Clojure Data Analysis Cookbook (Packt, 2013) (Size: 3.4 MB)
Chapter 1, Importing Data for Analysis, will cover how to read data from a variety of sources, including CSV files, web pages, and linked semantic web data.
Chapter 2, Cleaning and Validating Data, will present strategies and implementations for normalizing dates, fixing spelling, and working with large datasets. Getting data into a useable shape is an important, but often overlooked, stage of data analysis.
Chapter 3, Managing Complexity with Concurrent Programming, will cover Clojure's
concurrency features and how we can use them to simplify our programs.
Chapter 4, Improving Performance with Parallel Programming, will cover using Clojure's parallel processing capabilities to speed up processing data.
Chapter 5, Distributed Data Processing with Cascalog, will cover using Cascalog as a wrapper over Hadoop and the Cascading library to process large amounts of data distributed over multiple computers. The final recipe in this chapter will use Pallet to run a simple analysis on Amazon's EC2 service.
Chapter 6, Working with Incanter Datasets, will cover the basics of working with Incanter datasets. Datasets are the core data structure used by Incanter, and understanding them is necessary to use Incanter effectively.
Chapter 7, Preparing for and Performing Statistical Data Analysis with Incanter, will cover a variety of statistical processes and tests used in data analysis. Some of these are quite simple, such as generating summary statistics. Others are more complex, such as performing linear regressions and auditing data with Benford's Law.
Chapter 8, Working with Mathematica and R, will talk about setting up Clojure to talk to Mathematica or R. These are powerful data analysis systems, and sometimes we might want to use them. This chapter will show us how to get these systems to work together, as well as some tasks we can do once they are communicating.

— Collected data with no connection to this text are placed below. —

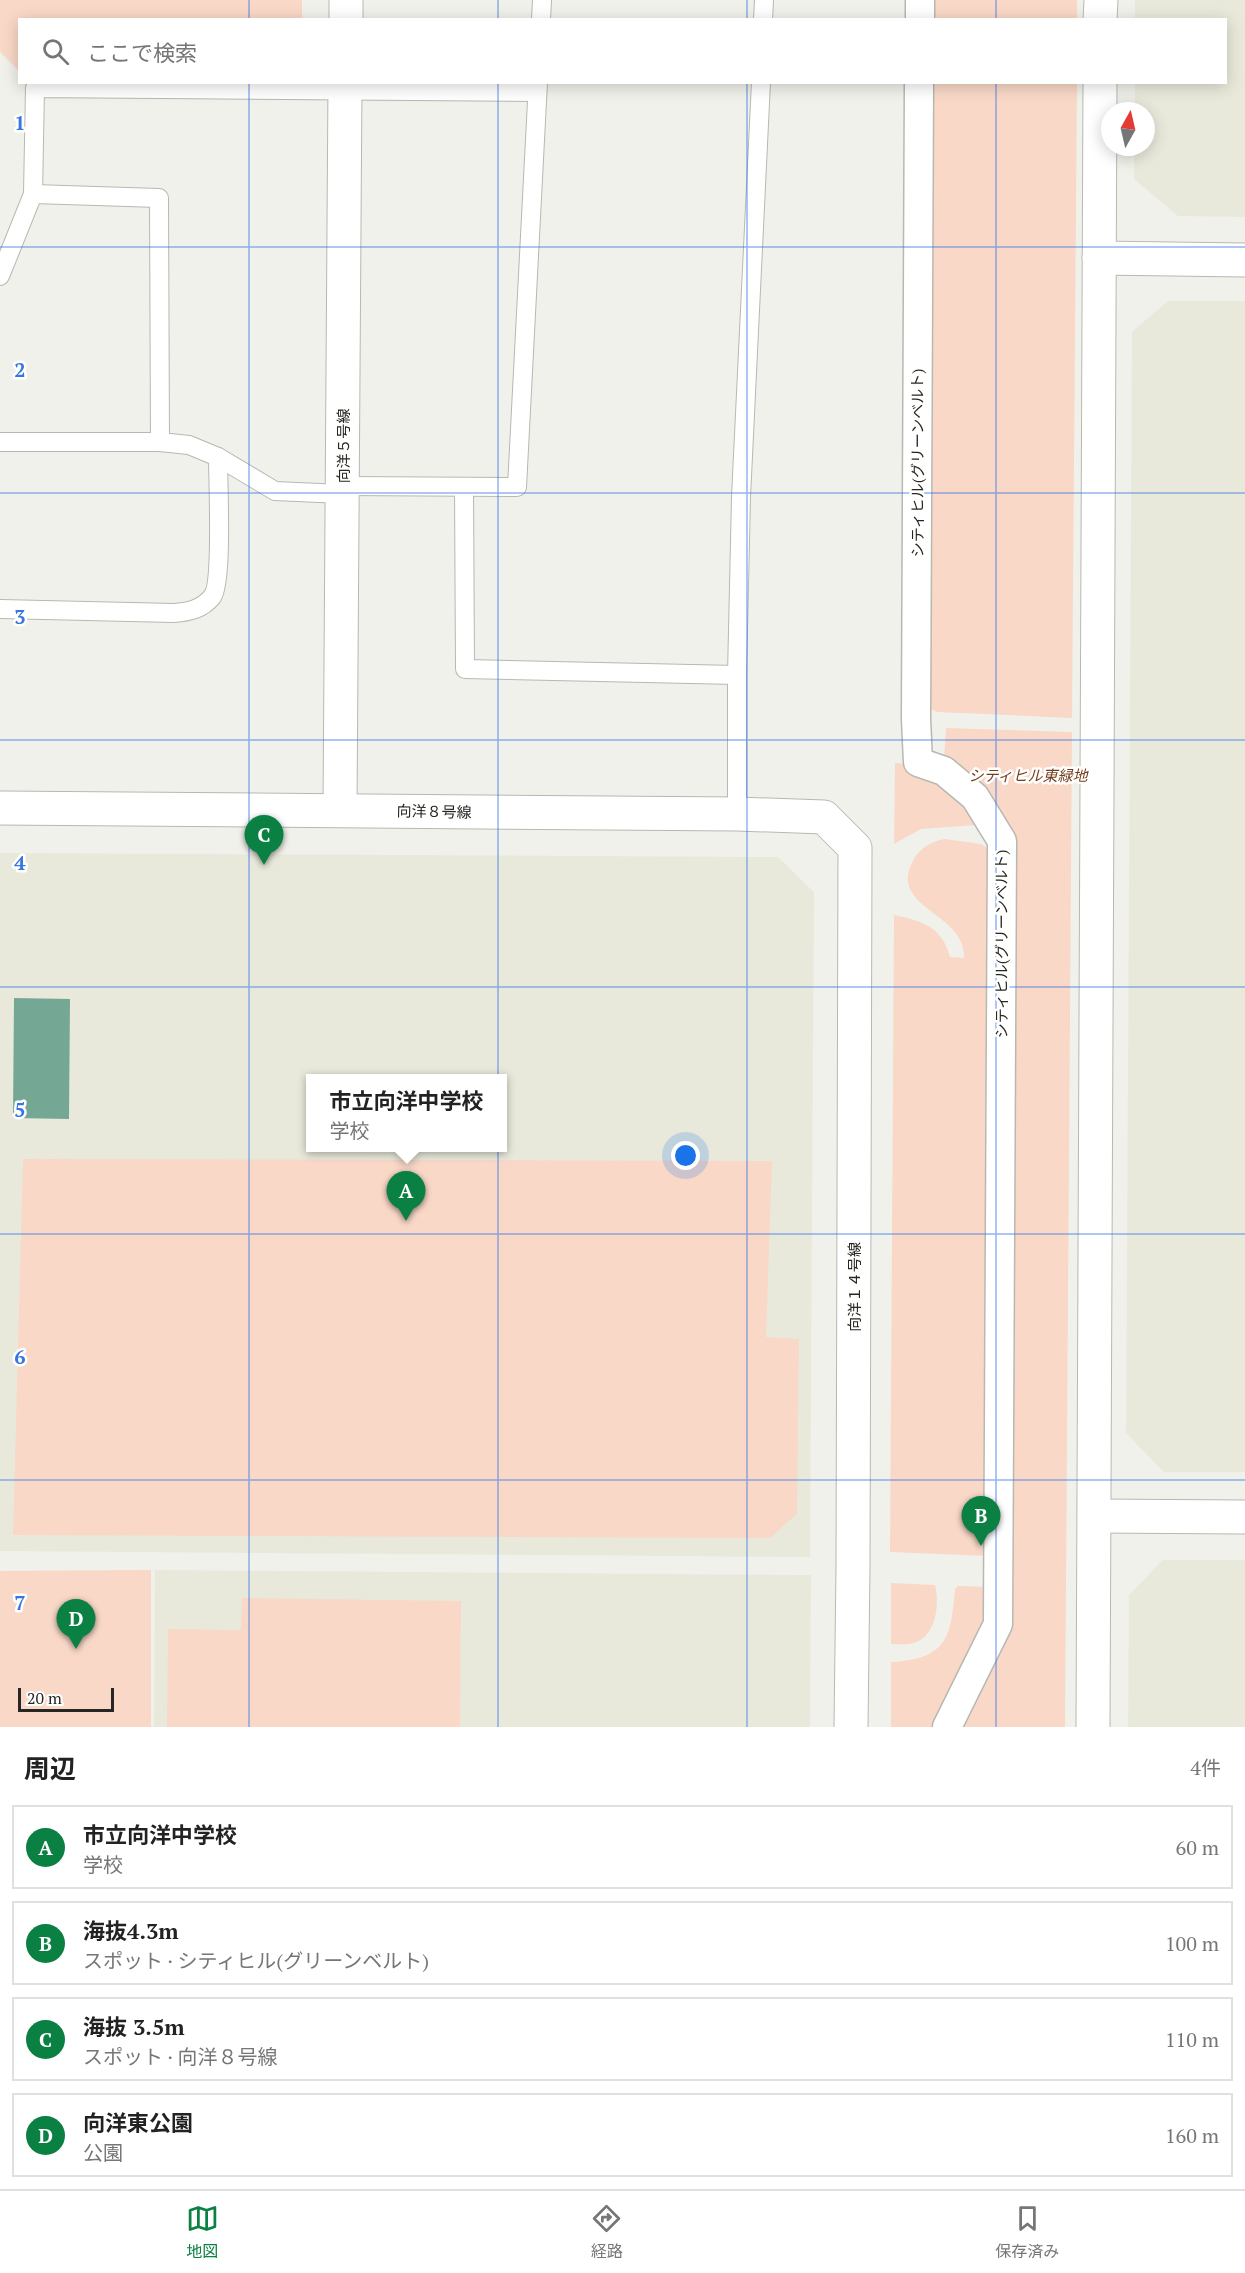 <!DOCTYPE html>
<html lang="ja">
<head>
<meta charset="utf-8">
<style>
  body { margin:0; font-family:"PT Serif","Noto Sans JP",serif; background:#f6f6f6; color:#222 }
  .compass { position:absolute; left:1101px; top:102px; width:54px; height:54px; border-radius:50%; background:#fff; box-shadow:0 3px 15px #0003; rotate:8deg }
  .scale { position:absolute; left:18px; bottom:15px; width:96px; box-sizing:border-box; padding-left:6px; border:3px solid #262724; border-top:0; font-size:16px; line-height:21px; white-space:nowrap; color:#262724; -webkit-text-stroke:4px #fffffe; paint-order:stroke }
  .you { position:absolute; left:686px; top:1156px; width:21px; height:21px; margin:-15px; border:4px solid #fff; border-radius:50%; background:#1a73e8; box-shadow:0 0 0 9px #1a73e833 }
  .badge { display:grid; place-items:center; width:39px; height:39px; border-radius:50%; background:#0b8043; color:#fff; font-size:20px; font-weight:700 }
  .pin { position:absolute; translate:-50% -50px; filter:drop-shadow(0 2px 3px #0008) }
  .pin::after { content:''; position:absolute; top:32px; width:21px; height:18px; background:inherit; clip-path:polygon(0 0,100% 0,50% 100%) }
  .popup { position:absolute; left:306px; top:1074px; width:201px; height:78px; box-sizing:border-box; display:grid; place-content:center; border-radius:0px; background:#fff; filter:drop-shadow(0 2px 4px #0005); font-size:20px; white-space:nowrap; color:#767676 }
  .popup b { font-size:22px; color:#222 }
  .popup::after { content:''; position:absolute; left:50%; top:100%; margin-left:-12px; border:12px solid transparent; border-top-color:#fff }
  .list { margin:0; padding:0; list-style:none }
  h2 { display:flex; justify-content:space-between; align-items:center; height:78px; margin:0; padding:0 24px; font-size:26px }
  h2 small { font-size:20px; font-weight:400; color:#767676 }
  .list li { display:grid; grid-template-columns:39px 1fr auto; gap:18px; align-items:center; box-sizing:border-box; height:84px; margin:0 12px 12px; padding:0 12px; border:2px solid #e0e0e0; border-radius:0px }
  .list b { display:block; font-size:22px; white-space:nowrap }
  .list p { margin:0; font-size:20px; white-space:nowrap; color:#767676 }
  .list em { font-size:20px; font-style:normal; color:#767676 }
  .icon { flex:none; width:33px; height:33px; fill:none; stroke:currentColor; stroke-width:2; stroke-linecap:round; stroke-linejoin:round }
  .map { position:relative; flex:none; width:1245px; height:1727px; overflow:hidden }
  .search { position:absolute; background:#fff; box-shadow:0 3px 15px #0003; left:18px; right:18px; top:18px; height:66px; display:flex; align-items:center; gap:15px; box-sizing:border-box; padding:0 21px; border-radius:0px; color:#767676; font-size:22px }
  .sheet { height:462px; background:#fff }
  nav { display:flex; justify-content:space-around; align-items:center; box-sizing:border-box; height:84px; border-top:2px solid #e0e0e0; background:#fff; font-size:16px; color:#767676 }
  nav a { display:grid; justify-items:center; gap:3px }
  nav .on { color:#0b8043 }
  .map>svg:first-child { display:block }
</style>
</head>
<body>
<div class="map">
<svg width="1245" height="1727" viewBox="0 0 1245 1727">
  <rect width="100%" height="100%" fill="#f1f1eb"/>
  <g fill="#e9e9db" fill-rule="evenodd">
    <polygon points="1135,0 1245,0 1245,217 1178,216 1134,179 1134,147 1146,147 1146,111 1135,111 1135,83 1226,82 1226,20 1135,19"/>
    <polygon points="1168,301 1245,301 1245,1472 1164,1472 1126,1433 1132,332"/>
    <path d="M0,853L778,857L814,892L810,1557L0,1551ZM310,1078H502V1148H310Z"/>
    <polygon points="1163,1560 1245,1560 1245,1727 1128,1727 1129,1595"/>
    <polygon points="155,1570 811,1575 810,1727 154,1727"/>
  </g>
  <g fill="#f9d8c7">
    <polygon points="0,0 302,0 302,19 20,20 19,71 0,52"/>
    <rect x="927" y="0" width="150" height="19"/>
    <polygon points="928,83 1077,83 1072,718 937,712 929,708"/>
    <polygon points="946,728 1072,732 1065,1727 956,1727 989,1661 1009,826 998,807 944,759"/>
    <path d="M895,763C925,763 954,795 976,813V825L921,829L894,844Z"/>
    <path d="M944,839L981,844L991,851L989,1556L890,1552L894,915C923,921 942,927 950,957L964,958C964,952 963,945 960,940C945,910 889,901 914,859C921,847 931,842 944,839Z"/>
    <polygon points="23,1159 772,1161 766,1337 799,1339 797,1514 770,1538 13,1535"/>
    <polygon points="151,1570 151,1727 0,1727 0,1571"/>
    <path d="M891,1583L935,1585C940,1606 936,1639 910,1644C904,1645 897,1644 891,1644Z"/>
    <path d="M958,1586L988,1587L984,1628L935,1727H891V1662C946,1659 951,1639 955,1589Z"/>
    <polygon points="242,1598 461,1601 460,1727 167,1727 168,1629 241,1630"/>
  </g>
  <polygon fill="#75a795" points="14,998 70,999 69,1119 13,1118"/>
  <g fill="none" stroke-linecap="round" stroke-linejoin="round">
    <g stroke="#b8b8b2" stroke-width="20">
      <g id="service">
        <polyline points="541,20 542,0"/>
        <polyline points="763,20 764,0"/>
        <polyline points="33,194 159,198 160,442"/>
        <polyline points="0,276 33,194 35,88 537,92"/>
        <polyline points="0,442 160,442 189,445 218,457 275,491 342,494"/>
        <polyline points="343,486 517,487 538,82"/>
        <polyline points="464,487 465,669 737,675"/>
        <path d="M0,609L174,613C189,612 202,609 212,597C223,584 218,481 218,457"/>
        <polyline points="737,814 737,675 741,497 761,82"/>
      </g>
    </g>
    <g stroke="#b8b8b2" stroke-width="31">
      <g id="pedestrian">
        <polyline points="920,20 920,0"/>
        <polyline points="919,82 916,719 918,762 944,771 975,797 1002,841 998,1624 947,1727"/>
      </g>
    </g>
    <g stroke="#b8b8b2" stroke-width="35">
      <g id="tertiary">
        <polyline points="346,20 346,0"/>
        <polyline points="1100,20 1101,0"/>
        <polyline points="1099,258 1245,260"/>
        <polyline points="0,808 737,814 824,817 855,848 853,1567 851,1727"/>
        <polyline points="340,810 345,82"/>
        <polyline points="1096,1516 1245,1517"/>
        <polyline points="1093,1727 1100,82"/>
      </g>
    </g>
    <use href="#service" stroke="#fff" stroke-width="18"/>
    <use href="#pedestrian" stroke="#fff" stroke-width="28"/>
    <use href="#tertiary" stroke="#fff" stroke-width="33"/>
  </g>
  <path fill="none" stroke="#3875e4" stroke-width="1.5" stroke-opacity="0.55" d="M249,0V20M498,0V20M747,0V20M996,0V20M249,82V1727M498,82V1727M747,82V1727M996,82V1727M0,247H1245M0,493H1245M0,740H1245M0,987H1245M0,1234H1245M0,1480H1245"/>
  <g text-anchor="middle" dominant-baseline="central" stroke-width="5" stroke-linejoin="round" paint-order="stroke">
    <g font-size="15" fill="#262724" stroke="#fffffe">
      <text transform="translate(343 446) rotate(-90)">向洋５号線</text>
      <text transform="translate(917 463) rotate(-90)">シティヒル(グリーンベルト)</text>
      <text transform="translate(434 811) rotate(1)">向洋８号線</text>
      <text transform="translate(1001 944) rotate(-90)">シティヒル(グリーンベルト)</text>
      <text transform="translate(854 1287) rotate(-90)">向洋１４号線</text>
    </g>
    <g font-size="15" font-style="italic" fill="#753d1e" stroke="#fffffe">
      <text x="1028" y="775">シティヒル東緑地</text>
    </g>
  </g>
  <g font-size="20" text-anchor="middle" font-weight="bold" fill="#3875e4" stroke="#fffffe" stroke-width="5" stroke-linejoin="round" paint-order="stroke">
    <text x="20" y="130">1</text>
    <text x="20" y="377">2</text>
    <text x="20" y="624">3</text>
    <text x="20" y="870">4</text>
    <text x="20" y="1117">5</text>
    <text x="20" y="1364">6</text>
    <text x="20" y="1610">7</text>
  </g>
</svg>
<svg class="compass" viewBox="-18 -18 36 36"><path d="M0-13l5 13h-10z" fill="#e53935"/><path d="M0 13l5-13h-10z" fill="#767676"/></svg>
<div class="scale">20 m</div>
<div class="you"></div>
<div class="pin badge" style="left:406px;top:1221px">A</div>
<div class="popup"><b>市立向洋中学校</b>学校</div>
<div class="pin badge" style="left:981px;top:1546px">B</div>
<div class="pin badge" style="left:264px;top:865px">C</div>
<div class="pin badge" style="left:76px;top:1649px">D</div>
<div class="search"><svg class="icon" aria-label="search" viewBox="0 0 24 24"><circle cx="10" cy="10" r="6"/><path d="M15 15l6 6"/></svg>ここで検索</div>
</div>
<section class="sheet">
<h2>周辺<small>4件</small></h2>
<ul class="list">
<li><span class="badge">A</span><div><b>市立向洋中学校</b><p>学校</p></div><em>60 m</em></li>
<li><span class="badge">B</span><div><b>海抜4.3m</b><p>スポット · シティヒル(グリーンベルト)</p></div><em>100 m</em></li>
<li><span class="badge">C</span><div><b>海抜 3.5m</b><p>スポット · 向洋８号線</p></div><em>110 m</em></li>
<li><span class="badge">D</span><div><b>向洋東公園</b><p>公園</p></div><em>160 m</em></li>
</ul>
</section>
<nav>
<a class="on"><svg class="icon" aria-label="map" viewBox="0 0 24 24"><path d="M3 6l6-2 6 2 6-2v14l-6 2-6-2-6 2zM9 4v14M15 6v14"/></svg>地図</a>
<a><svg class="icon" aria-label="directions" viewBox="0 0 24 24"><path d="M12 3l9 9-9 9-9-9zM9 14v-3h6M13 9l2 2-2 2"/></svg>経路</a>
<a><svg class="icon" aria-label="saved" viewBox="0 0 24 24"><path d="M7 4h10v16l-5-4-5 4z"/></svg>保存済み</a>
</nav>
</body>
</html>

Chapter 9, Clustering, Classifying, and Working with Weka, will cover more advanced machine learning techniques. In this chapter, we'll primarily use the Weka machine learning library, and some recipes will discuss how to use it and the data structures its built on, while other recipes will demonstrate machine learning algorithms.
Chapter 10, Graphing in Incanter, will show how to generate graphs and other visualizations in Incanter. These can be important for exploring and learning about your data and also for publishing and presenting your results.
Chapter 11, Creating Charts for the Web, will show how to set up a simple web application to present findings from data analysis. It will include a number of recipes that leverage the powerful D3 visualization library.